30 septembre 2013 - Aude MARCOVITCH - Libération

C’est une lettre de mécontentement qu’une quinzaine de personnalités européennes, dont des ex-Premiers ministres et ministres des Affaires étrangères - comme Hubert Védrine, Javier Solana, Benita Ferrero-Waldner ou John Burton - ont envoyé à Bruxelles. Leur objectif : faire pression pour que l’Union européenne maintienne à l’agenda la dénonciation de la colonisation israélienne dans les Territoires occupés.

En juillet, l’UE avait rendu publique une décision impliquant que « tous les accords entre l’Etat d’Israël et l’UE doivent sans équivoque et explicitement indiquer leur inapplicabilité aux Territoires occupés par Israël en 1967 ». Concrètement, cela signifie que tous les projets de coopération, de recherche et développement européens ne seront plus octroyés aux entités israéliennes qui mènent aussi des activités en Cisjordanie, à Jérusalem-Est, sur le plateau du Golan ou à Gaza.
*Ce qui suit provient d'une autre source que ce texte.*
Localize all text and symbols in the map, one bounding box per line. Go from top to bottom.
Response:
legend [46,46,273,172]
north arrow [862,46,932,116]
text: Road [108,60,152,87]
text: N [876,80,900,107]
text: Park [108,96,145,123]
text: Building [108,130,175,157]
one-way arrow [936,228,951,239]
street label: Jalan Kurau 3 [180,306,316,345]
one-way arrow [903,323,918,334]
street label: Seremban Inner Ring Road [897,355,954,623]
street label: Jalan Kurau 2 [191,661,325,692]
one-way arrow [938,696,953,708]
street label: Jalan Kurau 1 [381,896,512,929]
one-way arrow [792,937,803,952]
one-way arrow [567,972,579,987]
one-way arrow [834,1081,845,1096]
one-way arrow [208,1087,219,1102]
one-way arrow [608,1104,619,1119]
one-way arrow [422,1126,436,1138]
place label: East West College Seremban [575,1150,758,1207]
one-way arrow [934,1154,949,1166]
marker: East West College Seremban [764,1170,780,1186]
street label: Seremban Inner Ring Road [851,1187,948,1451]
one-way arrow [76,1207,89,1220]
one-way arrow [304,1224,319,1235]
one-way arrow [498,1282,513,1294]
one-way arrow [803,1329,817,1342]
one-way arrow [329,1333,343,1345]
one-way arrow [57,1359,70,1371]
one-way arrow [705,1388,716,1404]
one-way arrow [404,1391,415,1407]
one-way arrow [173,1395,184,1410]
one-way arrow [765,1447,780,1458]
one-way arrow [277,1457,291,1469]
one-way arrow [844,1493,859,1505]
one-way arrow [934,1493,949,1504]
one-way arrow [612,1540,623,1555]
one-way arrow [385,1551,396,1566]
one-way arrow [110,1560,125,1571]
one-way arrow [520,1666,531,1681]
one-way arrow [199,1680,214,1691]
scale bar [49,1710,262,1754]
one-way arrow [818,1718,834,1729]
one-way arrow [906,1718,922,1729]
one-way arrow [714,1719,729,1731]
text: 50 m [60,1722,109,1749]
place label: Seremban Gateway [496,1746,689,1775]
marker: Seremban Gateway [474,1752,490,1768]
Ces nouvelles directives, applicables dès janvier 2014, avaient fait grand bruit au moment de leur publication. Mais depuis, Bruxelles serait en train de faire machine arrière. C’est du moins ce qu’estiment les personnalités responsables de la missive destinée aux ministres des Affaires étrangères de l’Union européenne. « Nous avons relevé, avec une grande préoccupation, des appels à retarder, modifier ou même suspendre les directives de la Commission », estiment-ils. L’Europe doit « respecter son engagement à soutenir les directives et leur entière application par les institutions européennes », insistent les signataires.
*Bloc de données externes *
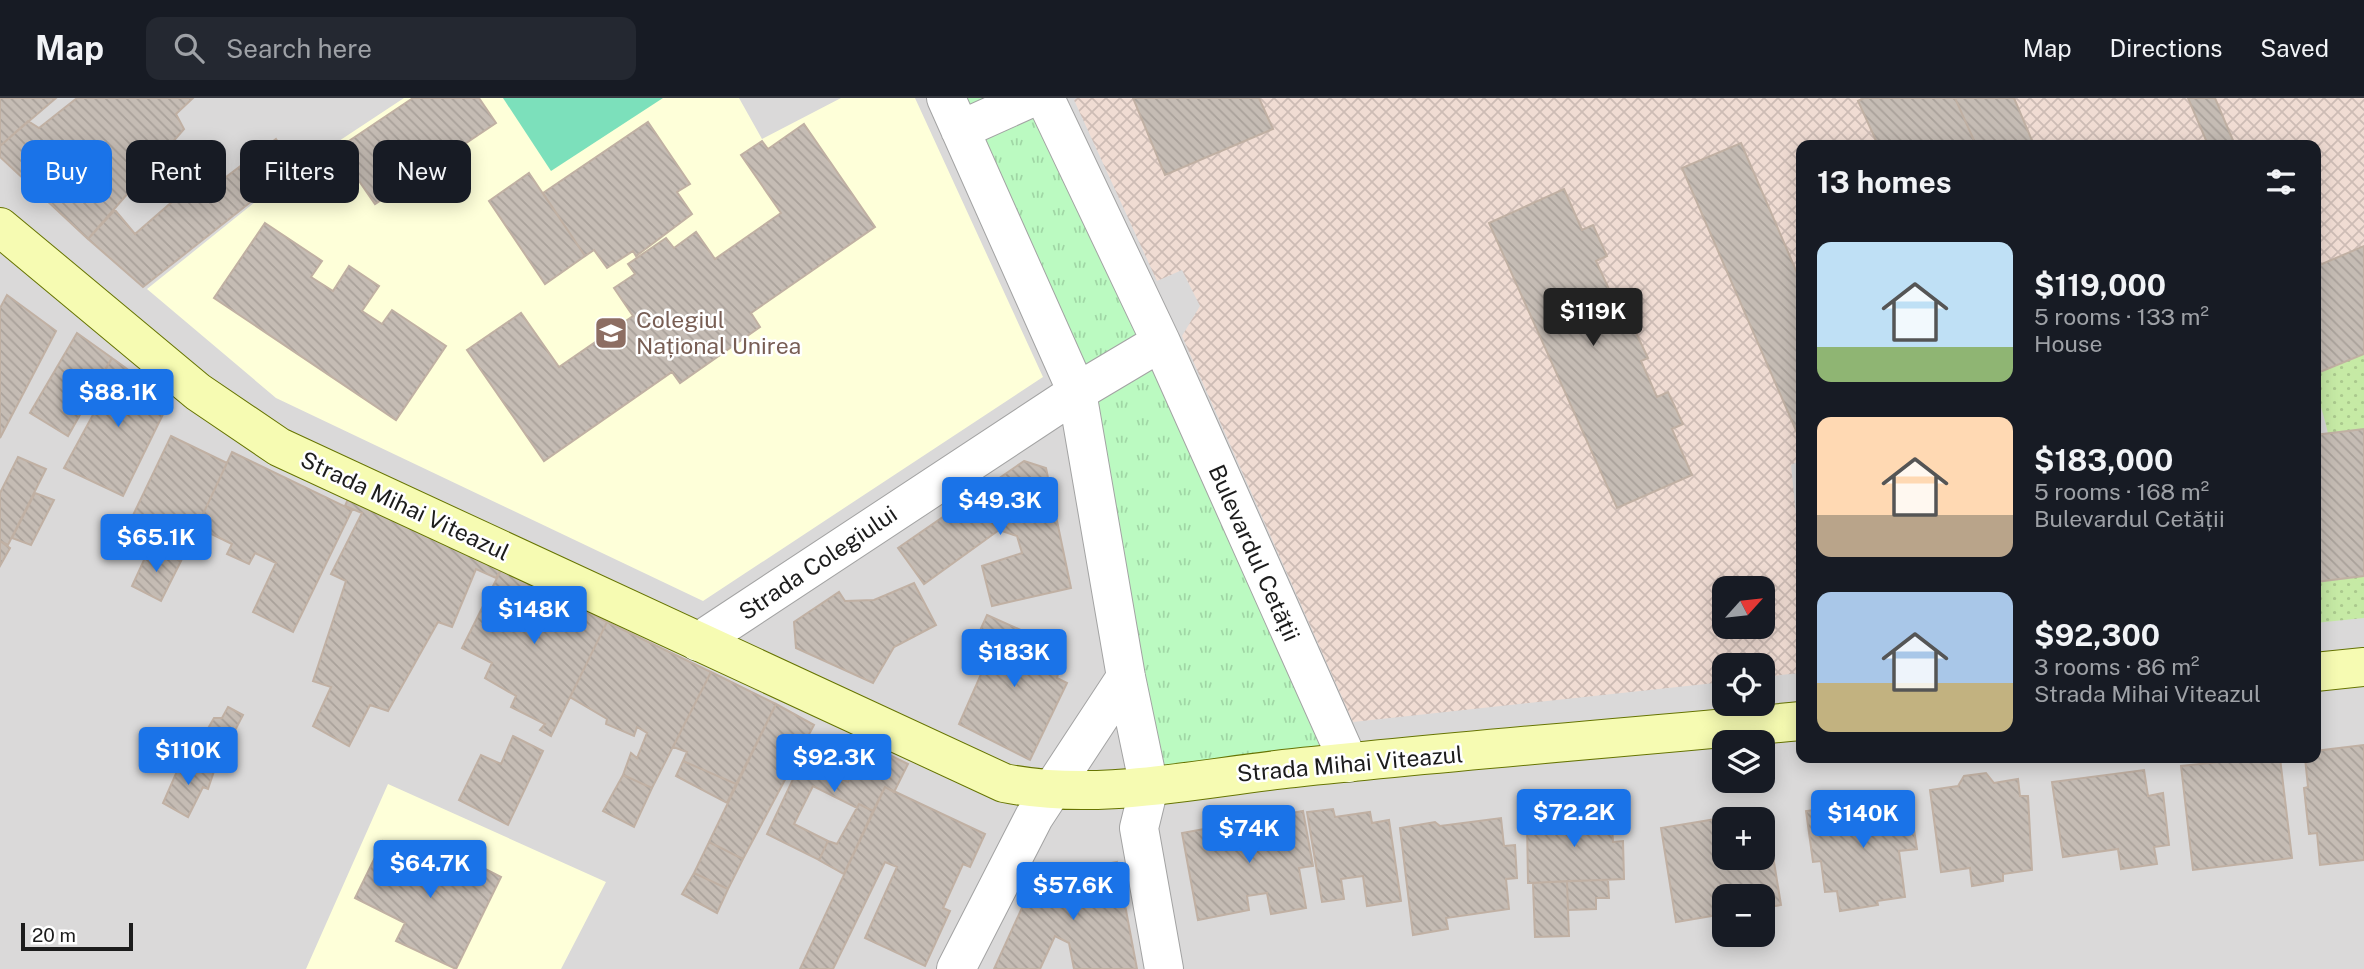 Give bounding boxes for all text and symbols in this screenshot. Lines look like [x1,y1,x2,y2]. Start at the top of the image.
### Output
search box [146,17,636,80]
text: Map [35,29,104,67]
icon: search [170,29,208,67]
text: Search here [226,33,372,64]
text: Map [2023,34,2072,62]
text: Directions [2110,34,2222,62]
text: Saved [2260,34,2329,62]
chip: Buy [21,140,112,203]
chip: Rent [126,140,226,203]
chip: Filters [240,140,359,203]
chip: New [373,140,471,203]
icon: filters [2262,163,2300,201]
text: 13 homes [1817,164,1952,200]
text: $119,000 [2034,267,2166,303]
icon: home [1873,270,1957,354]
pin: $119K [1544,288,1642,348]
text: $119K [1560,297,1627,324]
text: 5 rooms · 133 m² [2034,303,2209,330]
place label: Colegiul Național Unirea [636,306,801,359]
school or university icon: Colegiul Național Unirea [592,314,630,352]
text: House [2034,330,2102,357]
pin: $88.1K [61,370,175,429]
text: $88.1K [79,378,157,405]
text: $183,000 [2034,442,2173,478]
street label: Strada Mihai Viteazul [297,445,514,566]
icon: home [1873,445,1957,529]
street label: Bulevardul Cetății [1203,460,1306,645]
pin: $49.3K [943,478,1057,537]
text: 5 rooms · 168 m² [2034,478,2209,505]
text: $49.3K [958,486,1042,513]
street label: Strada Colegiului [734,500,902,625]
text: Bulevardul Cetății [2034,505,2225,532]
pin: $65.1K [99,514,213,574]
text: $65.1K [117,523,195,550]
north arrow [1712,576,1774,639]
map controls [1712,576,1775,947]
pin: $148K [485,587,583,646]
text: $148K [498,595,570,622]
text: $92,300 [2034,617,2160,653]
icon: home [1873,620,1957,704]
pin: $183K [965,630,1063,689]
text: $183K [978,638,1050,665]
button: locate [1712,653,1775,716]
text: 3 rooms · 86 m² [2034,653,2200,680]
text: Strada Mihai Viteazul [2034,680,2261,707]
pin: $110K [139,728,237,787]
button: layers [1712,730,1775,793]
pin: $92.3K [777,734,891,794]
text: $110K [155,736,221,763]
street label: Strada Mihai Viteazul [1236,740,1464,787]
text: $92.3K [792,743,876,770]
pin: $72.2K [1517,790,1631,849]
pin: $140K [1814,790,1912,850]
text: $72.2K [1533,798,1615,825]
text: $140K [1827,799,1899,826]
pin: $74K [1208,806,1290,865]
button: + [1712,807,1775,870]
text: $74K [1218,814,1280,841]
pin: $64.7K [373,840,487,900]
text: $64.7K [389,849,471,876]
pin: $57.6K [1016,862,1130,922]
text: $57.6K [1033,871,1113,898]
button: − [1712,884,1775,947]
scale bar [21,920,133,952]
text: 20 m [32,924,76,946]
Pot commun. La décision européenne avait pris les responsables israéliens par surprise. Elle avait été dénoncée comme un « diktat de l’extérieur sur nos frontières » par le Premier ministre, Benyamin Nétanyahou. Son ministre du Commerce, Naftali Bennett, a récemment proposé qu’Israël se retire tout bonnement du programme européen de coopération scientifique et technologique auquel il participe. Financés grâce à un pot commun où les pays versent leurs contributions pour une période de sept ans, les projets de recherche et développement sont redistribués à tous les Etats membres de ce programme. Seul pays hors du continent européen à en être membre, Israël a payé 600 millions d’euros pour la période de 2006 à 2013 et envisageait de hausser sa participation d’une centaine de millions d’euros l’an prochain. Avec l’ensemble des Etats contributeurs, l’UE prévoit un financement de 80 milliards d’euros pour ce nouveau cycle, baptisé « Horizon 2020 », qui démarre en 2014.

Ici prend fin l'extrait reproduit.